If she's tired, and that's the primary issue - man, that's rough and no great tips here. My dd's were awful in that state.

I was going to say that my dd2 has been reassured at time in having me draw her a picture of whomever/whatever it was she was upset about leaving, I'd hand it to her and say, "here now you have your own little mommy/daddy/big sis/park with you to bring everywhere!" And she'd be pleased as punch. You could take a photo of the daycare building or teachers or something and let her bring it home, if that's something you suspect might help. Or leave a photo of her there, and say 'little you gets to stay here now until you come back tomorrow.".

For us, the drawing seemed to be something dd could control, and I suspect why it helped for us. Also, a bit of a fun game which dd2 loves.


----------



## ThreeTwoFive (May 7, 2011)

My 3 yo DS never wants to leave daycare either, which I figure is a good thing. It does make it annoying to get him out of there.

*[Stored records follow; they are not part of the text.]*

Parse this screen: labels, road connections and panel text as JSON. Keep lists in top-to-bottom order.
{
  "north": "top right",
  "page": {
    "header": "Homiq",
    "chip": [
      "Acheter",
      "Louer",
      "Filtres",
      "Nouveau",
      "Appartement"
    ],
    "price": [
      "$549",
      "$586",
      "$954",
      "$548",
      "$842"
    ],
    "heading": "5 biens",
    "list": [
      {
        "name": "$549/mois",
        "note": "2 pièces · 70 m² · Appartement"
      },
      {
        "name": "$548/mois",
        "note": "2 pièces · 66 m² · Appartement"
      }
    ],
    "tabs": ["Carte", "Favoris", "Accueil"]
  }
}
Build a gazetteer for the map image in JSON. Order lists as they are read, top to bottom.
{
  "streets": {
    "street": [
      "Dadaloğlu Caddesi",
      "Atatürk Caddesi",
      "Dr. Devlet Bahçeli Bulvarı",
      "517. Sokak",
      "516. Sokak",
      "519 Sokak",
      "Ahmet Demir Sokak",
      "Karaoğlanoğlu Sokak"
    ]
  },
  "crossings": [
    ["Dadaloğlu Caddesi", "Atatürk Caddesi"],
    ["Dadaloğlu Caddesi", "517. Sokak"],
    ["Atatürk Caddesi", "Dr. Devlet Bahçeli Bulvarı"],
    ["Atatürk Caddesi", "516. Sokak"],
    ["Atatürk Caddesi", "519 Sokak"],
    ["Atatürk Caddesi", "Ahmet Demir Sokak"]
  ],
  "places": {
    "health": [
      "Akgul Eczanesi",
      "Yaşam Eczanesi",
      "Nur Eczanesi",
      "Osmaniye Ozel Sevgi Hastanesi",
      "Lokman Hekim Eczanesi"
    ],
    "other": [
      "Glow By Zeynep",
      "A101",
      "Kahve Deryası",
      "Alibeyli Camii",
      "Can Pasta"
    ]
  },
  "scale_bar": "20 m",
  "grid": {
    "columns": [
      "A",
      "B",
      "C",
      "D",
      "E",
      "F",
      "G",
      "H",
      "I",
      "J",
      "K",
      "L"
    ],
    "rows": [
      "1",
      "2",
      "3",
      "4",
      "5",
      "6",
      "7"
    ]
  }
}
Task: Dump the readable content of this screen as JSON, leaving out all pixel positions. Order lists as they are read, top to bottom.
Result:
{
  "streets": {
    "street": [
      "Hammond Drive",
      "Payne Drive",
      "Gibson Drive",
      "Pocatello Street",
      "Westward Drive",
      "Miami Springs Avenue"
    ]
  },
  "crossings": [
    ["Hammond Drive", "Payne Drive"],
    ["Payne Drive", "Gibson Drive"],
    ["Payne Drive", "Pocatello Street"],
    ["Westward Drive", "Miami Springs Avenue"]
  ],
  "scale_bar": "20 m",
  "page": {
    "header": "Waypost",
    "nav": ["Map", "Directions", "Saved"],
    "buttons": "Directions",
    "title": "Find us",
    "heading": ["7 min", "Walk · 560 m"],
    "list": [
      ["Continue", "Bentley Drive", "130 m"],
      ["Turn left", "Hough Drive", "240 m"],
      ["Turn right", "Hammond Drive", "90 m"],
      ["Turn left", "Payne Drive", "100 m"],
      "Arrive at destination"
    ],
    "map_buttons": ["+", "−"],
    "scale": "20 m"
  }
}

I do best when I'm not in a rush. Having a few extra minutes makes me more calm.
If I can give him 2-5 minutes to finish whatever he's doing, that helps a lot.
I try to pick him up close to the same time his best friend is leaving. 
There's a song they sing at school in Spanish about kids playing in the woods while the wolf is getting ready (google Juguemos en el Bosque to see it). We sing the song, and he says the wolf part as he puts on each item of clothing. Takes an extra 5 minutes, but they're a cooperative 5 min.
I try to give him something about the evening to look forward to. A friend is coming over for dinner, it's pizza night, etc.

Do you have to put on the snow gear? Maybe you could just wrap her in a blanket and whoosh her to the car. Only 6 more weeks of winter, right?


----------



## lovemylab (Jan 7, 2013)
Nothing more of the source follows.